Ahora, en el consultorio de la dermatóloga, me quité la camisa, el sostén y los jeans y le pedí a la doctora con cara de piedra que me contara las partes más interesantes de su trabajo. Ella se entusiasmó con la pregunta. Hablamos sobre cómo las personas no solían hacer ejercicio después de los 30 años, y cómo ahora trataba a más y más atletas mayores por melanoma. "Quieren correr bajo el sol hasta los 90 años", se desesperó. "¡Maldita sea, siéntate ya!"
"¿Cuál es el lugar más extraño en el que has descubierto un melanoma?" Yo pregunté.
"Entre las nalgas de alguien", dijo. "Quítate la ropa interior y extiéndela".
Mi madre, nieta de vodevilistas cómicos, reconoció el poder del humor para calmar la tensión en una habitación; mantuvo un caimán de plástico vestido como el Dalai Lama en su cama de hospicio, junto con el obsequio de mi hija pequeña de un títere perezoso, para entretener mejor al personal. Recordé el deleite de sus enfermeras, años después, cuando mi gastroenterólogo se presentó durante una visita previa a la resonancia magnética por Zoom. "¿Cómo estás hoy?" preguntó, sus alegres ojos marrones evaluando la paja en mi cabello.
"¿En serio?" Yo dije. "Estaría mucho mejor si pudiera encontrar mi pollo perdido".
El médico parpadeó, se quedó atónito en silencio y luego se echó a reír. "¿Cómo se llama?" preguntó.
"Cariño", le dije. Y luego, en lugar de lanzarme a mi terror por la resonancia magnética, pregunté: "¿Qué mascotas tienes?".
Durante cinco minutos, debatimos los pros y los contras de tener una gallina o un cachorro. "No coma ni beba nada cuatro horas antes de la resonancia magnética", dijo antes de desconectarse. "Espero que encuentres tu pollo".
La enfermera al día siguiente me regaló un par de batas fucsia demasiado grandes. Entré arrastrando los pies en la sala de espera de MRI y encontré a otras tres mujeres vestidas de rosa, más una con bata azul. "Uh-oh," dije, sentándome a su lado, mirando el color fuera de lugar. "¿Qué hiciste?"
"¡Me preguntaba lo mismo!" dijo ella, y todos se rieron, y luego comenzaron a charlar, un momento de respiro de nuestros cuerpos defectuosos.
"Usa el baño", ordenó el técnico de resonancia magnética. Regresé con la llave del casillero de otra persona dejada en el fregadero. Se lo mostró a las mujeres de la sala de espera. "¿Alguien perdió esto? Esta señora acaba de sacarlo del inodoro".

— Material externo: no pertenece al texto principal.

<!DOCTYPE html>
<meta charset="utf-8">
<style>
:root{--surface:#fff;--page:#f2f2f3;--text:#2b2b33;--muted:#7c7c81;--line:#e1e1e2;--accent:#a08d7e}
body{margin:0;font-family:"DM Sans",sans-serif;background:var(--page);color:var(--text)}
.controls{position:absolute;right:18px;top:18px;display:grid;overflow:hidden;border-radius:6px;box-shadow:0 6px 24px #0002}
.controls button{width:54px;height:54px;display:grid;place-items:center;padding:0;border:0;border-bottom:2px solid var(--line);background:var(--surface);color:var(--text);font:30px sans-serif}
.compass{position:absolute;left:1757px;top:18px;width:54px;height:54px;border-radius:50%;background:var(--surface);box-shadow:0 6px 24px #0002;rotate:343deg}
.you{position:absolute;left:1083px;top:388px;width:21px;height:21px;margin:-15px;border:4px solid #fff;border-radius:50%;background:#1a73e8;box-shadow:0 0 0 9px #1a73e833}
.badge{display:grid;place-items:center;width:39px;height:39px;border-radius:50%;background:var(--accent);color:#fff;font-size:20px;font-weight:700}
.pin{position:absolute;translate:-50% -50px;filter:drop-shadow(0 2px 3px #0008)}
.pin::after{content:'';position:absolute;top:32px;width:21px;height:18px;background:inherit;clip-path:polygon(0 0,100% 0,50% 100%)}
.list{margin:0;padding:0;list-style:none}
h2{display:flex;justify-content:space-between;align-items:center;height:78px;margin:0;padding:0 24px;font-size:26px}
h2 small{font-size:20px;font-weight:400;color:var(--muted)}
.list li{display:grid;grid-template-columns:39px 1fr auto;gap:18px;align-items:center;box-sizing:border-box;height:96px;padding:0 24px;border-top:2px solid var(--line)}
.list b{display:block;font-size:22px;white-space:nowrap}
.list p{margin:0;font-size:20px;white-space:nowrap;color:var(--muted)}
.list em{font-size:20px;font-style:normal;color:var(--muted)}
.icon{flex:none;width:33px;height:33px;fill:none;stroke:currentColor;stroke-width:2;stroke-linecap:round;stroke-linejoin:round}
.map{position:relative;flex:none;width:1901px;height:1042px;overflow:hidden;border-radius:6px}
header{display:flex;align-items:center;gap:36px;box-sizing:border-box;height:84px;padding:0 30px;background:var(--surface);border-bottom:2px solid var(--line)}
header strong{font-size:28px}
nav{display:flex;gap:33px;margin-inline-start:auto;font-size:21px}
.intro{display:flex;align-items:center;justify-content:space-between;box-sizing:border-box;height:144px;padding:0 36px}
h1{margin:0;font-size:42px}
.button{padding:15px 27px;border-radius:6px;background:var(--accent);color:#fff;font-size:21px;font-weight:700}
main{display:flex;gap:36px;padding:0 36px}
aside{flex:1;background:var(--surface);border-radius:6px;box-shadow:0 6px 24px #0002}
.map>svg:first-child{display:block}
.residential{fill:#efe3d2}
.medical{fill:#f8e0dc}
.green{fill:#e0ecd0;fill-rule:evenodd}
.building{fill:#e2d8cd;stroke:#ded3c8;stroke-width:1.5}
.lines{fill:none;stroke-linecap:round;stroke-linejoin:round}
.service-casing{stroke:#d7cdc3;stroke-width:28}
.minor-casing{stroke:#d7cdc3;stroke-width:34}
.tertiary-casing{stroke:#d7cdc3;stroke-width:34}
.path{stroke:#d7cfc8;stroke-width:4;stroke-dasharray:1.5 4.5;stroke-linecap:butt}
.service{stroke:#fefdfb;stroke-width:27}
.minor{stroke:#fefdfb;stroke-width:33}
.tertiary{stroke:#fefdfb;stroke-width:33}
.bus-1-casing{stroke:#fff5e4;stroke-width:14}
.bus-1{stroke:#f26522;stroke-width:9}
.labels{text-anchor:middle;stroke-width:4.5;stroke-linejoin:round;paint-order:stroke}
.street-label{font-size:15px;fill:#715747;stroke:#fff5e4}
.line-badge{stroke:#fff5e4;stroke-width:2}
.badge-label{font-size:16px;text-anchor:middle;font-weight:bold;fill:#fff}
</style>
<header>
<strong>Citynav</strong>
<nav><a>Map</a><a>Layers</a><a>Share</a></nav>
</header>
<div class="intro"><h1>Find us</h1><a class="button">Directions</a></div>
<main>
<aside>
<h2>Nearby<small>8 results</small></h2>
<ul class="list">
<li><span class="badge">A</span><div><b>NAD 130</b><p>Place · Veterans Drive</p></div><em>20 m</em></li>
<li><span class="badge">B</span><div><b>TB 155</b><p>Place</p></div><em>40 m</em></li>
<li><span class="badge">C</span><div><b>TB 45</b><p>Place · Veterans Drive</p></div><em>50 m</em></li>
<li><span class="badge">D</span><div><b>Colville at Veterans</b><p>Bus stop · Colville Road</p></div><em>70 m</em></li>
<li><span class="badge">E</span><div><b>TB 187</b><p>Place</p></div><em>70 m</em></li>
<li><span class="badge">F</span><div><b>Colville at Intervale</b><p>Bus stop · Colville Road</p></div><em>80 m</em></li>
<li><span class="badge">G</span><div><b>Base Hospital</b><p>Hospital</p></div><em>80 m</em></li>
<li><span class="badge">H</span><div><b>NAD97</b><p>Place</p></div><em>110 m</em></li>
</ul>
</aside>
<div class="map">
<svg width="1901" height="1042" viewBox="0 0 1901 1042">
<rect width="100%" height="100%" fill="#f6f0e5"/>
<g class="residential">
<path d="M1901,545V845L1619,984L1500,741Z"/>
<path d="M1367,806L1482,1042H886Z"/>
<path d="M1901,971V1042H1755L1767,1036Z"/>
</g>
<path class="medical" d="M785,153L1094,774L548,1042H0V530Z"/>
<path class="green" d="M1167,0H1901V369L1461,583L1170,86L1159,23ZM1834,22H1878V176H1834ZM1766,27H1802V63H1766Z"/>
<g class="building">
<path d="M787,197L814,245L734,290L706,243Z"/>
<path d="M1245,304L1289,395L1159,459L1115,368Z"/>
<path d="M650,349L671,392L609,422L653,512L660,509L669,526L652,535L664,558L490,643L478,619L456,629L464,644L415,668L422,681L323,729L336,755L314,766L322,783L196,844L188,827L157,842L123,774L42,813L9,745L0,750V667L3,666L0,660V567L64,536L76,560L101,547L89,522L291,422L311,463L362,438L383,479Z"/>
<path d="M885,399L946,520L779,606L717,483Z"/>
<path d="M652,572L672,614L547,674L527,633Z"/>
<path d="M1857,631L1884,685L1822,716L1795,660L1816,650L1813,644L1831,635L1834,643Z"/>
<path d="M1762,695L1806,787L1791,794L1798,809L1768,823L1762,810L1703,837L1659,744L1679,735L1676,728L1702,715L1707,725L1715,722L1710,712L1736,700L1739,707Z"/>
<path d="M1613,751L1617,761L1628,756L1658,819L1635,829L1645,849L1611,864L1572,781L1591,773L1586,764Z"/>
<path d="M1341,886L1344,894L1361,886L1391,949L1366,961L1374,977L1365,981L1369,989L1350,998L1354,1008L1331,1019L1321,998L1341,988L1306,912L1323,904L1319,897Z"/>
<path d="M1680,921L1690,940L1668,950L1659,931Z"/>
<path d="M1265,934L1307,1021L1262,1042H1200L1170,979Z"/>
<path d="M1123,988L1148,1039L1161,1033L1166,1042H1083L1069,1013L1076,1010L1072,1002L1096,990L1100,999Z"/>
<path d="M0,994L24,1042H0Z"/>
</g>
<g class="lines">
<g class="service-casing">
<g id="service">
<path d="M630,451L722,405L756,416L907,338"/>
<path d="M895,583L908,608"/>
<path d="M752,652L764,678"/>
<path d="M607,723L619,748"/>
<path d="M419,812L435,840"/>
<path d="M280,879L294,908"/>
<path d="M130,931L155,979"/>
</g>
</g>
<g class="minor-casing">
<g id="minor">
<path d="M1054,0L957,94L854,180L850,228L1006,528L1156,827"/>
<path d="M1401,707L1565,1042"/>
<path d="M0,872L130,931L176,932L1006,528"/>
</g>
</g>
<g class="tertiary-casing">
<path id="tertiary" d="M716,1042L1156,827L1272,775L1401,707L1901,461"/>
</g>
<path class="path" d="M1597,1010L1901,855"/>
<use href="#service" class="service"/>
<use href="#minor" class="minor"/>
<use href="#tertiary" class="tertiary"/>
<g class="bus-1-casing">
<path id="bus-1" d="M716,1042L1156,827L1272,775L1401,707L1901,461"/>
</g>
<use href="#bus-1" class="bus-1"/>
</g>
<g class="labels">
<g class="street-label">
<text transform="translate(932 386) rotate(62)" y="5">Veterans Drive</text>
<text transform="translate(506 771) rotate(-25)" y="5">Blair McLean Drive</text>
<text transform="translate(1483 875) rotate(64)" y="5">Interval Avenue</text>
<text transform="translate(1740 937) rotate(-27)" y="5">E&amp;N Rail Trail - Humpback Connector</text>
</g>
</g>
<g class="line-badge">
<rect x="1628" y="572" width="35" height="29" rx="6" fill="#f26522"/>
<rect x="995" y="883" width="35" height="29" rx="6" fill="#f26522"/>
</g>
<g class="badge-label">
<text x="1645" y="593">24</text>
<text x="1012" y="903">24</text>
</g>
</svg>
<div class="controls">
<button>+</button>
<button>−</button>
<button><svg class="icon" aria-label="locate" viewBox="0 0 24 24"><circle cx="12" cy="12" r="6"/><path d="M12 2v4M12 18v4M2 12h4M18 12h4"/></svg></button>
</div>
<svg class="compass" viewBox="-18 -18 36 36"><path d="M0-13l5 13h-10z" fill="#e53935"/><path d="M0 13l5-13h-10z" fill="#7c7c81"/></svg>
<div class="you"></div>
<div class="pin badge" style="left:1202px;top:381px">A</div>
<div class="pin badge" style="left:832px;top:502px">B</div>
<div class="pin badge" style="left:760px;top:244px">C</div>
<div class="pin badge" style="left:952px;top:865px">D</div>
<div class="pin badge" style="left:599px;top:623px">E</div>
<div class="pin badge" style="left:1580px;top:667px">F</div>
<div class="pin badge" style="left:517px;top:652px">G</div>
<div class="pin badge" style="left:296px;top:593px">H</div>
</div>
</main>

Aullaron, y la mujer de la bata azul reclamó su llave. "Ah", bromeó el técnico, "eso lo explica todo".
Odiaba dejarlos cuando entré para mi escaneo. El técnico me llevó a una silla y se preparó para insertar una vía intravenosa. Con la tentación de hacer un volcado de información sobre mi gen rebelde, pregunté en su lugar: "¿Entonces qué haces para divertirte cuando no estás tomando imágenes del páncreas de alguien?".
"Pesca de lobina desde mi kayak", me dijo. "Atrapar y liberar."
Hablamos sobre nuestros ríos favoritos para remar y sobre un colibrí dorado que había visto en un lago local. Apenas me di cuenta cuando la aguja entró en mi mano.
"¿Cómo te sientes?" dijo su asistente antes de deslizarme dentro de las vastas fauces de la máquina de resonancia magnética.
Levanté la mirada hacia ella. "Me siento bien", le dije honestamente. "¿Como esta tu dia?"
Ella apretó mis dedos de los pies. Ni siquiera sentí la necesidad de gruñir. Ella respondió: "Es tan bueno ver a alguien aquí sonriendo".